Why College Didn’t Sink Our First Born
My first born is graduating college this week. Of course, I’m a proud papa, but maybe not for the reasons you’d think. While the degree and the grades are important, she’s graduating with zero debt. And it’s no accident. Student debt is a national crisis and the proverbial boat anchor that keeps on taking.
Before my kids were born, my wife and I made the choice to start saving for their college.
I’m not an expert on finance (my wife got a master’s and I barely got out of high school) but we did consider the possibility that our kids might not be college material. So our savings were set up such that if college wasn’t in the cards, they wouldn’t be penalized. We made sure the money could be used for other things but was also protected from them doing stupid, wasteful, or harmful things with it. It’s not hard, and most financial advisors can walk you through the process.
We also figured, barring a latent gene floating around, Ivy League was not an option.
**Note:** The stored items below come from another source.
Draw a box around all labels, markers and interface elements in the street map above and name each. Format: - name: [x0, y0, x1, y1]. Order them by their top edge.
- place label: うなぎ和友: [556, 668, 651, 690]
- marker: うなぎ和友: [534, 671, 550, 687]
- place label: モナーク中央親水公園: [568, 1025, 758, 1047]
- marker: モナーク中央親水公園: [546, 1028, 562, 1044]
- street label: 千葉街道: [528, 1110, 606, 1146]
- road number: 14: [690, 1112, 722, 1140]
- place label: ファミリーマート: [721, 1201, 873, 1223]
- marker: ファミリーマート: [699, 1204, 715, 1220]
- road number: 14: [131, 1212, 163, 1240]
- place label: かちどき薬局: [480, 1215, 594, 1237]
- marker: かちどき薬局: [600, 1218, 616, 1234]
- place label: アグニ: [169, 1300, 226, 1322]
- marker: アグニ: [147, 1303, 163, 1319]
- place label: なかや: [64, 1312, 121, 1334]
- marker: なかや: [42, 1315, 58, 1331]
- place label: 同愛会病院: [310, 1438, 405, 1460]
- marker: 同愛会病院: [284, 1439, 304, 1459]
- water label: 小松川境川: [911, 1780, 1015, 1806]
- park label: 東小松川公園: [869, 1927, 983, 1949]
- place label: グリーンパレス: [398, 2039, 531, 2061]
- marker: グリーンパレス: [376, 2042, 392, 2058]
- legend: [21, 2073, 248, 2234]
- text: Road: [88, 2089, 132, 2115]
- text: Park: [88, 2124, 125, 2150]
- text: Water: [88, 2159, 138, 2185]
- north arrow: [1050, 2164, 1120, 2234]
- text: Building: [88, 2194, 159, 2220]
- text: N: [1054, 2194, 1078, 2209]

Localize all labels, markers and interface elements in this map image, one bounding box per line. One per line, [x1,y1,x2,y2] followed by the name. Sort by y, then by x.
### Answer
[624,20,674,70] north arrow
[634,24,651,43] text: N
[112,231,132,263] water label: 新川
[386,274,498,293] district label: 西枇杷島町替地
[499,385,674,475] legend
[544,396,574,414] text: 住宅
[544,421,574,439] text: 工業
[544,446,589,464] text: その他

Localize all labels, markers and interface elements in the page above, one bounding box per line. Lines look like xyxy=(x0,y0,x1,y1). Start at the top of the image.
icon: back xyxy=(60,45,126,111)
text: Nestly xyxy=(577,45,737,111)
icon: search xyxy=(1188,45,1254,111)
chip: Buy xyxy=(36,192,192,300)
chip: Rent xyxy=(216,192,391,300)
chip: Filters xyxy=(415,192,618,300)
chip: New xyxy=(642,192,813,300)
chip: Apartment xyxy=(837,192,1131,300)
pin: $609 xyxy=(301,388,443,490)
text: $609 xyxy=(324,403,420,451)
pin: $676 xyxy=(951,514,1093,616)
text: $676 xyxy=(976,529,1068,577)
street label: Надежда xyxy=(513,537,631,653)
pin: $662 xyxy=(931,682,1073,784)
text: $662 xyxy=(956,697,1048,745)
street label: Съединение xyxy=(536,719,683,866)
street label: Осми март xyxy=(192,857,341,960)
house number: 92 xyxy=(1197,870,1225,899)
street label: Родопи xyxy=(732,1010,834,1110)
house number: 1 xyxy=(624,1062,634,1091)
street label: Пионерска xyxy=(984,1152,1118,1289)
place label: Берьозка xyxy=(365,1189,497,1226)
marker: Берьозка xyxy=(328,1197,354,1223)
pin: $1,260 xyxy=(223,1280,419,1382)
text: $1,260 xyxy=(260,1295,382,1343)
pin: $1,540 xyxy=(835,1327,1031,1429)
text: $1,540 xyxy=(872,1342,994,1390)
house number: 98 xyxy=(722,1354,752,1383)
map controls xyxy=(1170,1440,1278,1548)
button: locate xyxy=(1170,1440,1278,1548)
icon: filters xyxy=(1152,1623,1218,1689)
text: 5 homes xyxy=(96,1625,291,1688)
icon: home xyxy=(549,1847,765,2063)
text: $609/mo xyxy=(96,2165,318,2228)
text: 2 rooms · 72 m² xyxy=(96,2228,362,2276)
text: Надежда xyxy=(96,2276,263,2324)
The difference in the cost of a Harvard education versus the average college is about 62 percent. We also realized that a two-year community college might be the best route, depending on how each individual kid matured. We all know the horror stories of sending ill-prepared and unsupervised children off to a new environment in a faraway place.
Another decision was to require the student to work, at least part-time. Not only does this help with costs, it also gives them a sense of what is required from the world of work, as opposed to dropping them into the “real world” with a sheepskin but without a clue.
Our first kid-to-college experience was anything but butter. But with all the twists and turns, my daughter will matriculate with a decent sense of money, hard work, and with the added benefit of a little jingle in her pocket. Proud papa? Damn right.